Speaking to affordability, about 38 percent of those Zones still had median prices of less than $150,000 in 4Q 20, down from 46 percent a year ago as prices in some of the country’s least-affluent communities. (In a March 4 report, Redfin pegs the median home-sales price in urban areas at $292,263.)

“The pandemic’s impact generally has hit hardest in lower-income communities that comprise most of the Zones targeted for tax breaks designed to spur economic redevelopment.

Housing markets inside Opportunity Zones continued to benefit from the nation’s nine-year price boom,” the ATTOM Data Solutions report concluded.

The bottom line

People putting money to work, whether as a place to live or to invest (or both), would presumably expect to have affordable housing—in the form of individual homes or multifamily housing—as part of the mix.

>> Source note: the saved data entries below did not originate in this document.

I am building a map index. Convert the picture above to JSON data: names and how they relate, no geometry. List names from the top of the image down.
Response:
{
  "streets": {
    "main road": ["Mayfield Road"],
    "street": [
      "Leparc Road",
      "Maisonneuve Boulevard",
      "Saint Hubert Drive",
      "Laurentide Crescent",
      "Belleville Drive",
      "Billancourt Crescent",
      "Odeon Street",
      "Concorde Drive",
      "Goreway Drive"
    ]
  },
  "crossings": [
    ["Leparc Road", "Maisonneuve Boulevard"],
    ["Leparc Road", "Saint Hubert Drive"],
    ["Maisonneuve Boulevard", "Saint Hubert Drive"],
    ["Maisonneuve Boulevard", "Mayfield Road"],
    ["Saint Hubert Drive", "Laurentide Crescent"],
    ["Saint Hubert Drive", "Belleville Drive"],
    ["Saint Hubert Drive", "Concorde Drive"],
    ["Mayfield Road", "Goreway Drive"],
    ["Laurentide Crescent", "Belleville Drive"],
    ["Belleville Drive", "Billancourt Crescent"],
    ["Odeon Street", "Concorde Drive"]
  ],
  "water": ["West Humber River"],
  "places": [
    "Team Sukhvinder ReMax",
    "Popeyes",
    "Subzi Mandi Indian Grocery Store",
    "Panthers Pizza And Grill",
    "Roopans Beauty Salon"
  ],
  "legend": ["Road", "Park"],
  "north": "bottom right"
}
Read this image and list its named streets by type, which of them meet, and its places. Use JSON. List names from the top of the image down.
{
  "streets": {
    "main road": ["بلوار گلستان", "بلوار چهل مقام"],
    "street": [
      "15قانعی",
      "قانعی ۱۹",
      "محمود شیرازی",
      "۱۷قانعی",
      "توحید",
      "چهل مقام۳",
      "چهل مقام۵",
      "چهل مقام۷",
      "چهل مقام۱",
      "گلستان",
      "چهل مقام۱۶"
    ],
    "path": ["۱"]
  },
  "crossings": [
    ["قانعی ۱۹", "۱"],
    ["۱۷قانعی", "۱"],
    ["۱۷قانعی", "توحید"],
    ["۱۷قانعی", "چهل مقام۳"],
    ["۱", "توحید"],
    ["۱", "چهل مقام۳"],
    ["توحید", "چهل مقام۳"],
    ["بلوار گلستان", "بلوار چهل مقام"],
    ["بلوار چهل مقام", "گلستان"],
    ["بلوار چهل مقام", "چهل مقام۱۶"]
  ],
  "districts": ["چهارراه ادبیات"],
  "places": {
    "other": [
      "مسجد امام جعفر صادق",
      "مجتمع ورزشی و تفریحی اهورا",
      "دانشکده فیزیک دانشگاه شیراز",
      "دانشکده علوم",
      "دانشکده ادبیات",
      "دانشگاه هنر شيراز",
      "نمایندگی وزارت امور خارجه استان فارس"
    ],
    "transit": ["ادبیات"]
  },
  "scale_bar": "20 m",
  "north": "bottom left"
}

Not so much in better-off environs, where the not-in-my-backyard (NIMBY) attitude is quite logically more likely to exist. But with more government and private funding expected to pour into affordable housing in all its forms in coming years, now might be a good time to realize it’s not necessarily a bad thing from a pure investment perspective.

“Part of President Joe Biden’s housing plan is to expand the Low-Income Housing Tax Credit (LIHTC),” said Bokhari, the Redfin economist.

“If the Biden administration is successful in dramatically increasing the number of new or rehabilitated affordable housing units, it will be a big step in the right direction.

In most cases, homeowners near the new affordable housing communities can rest assured that their home values will be unaffected.”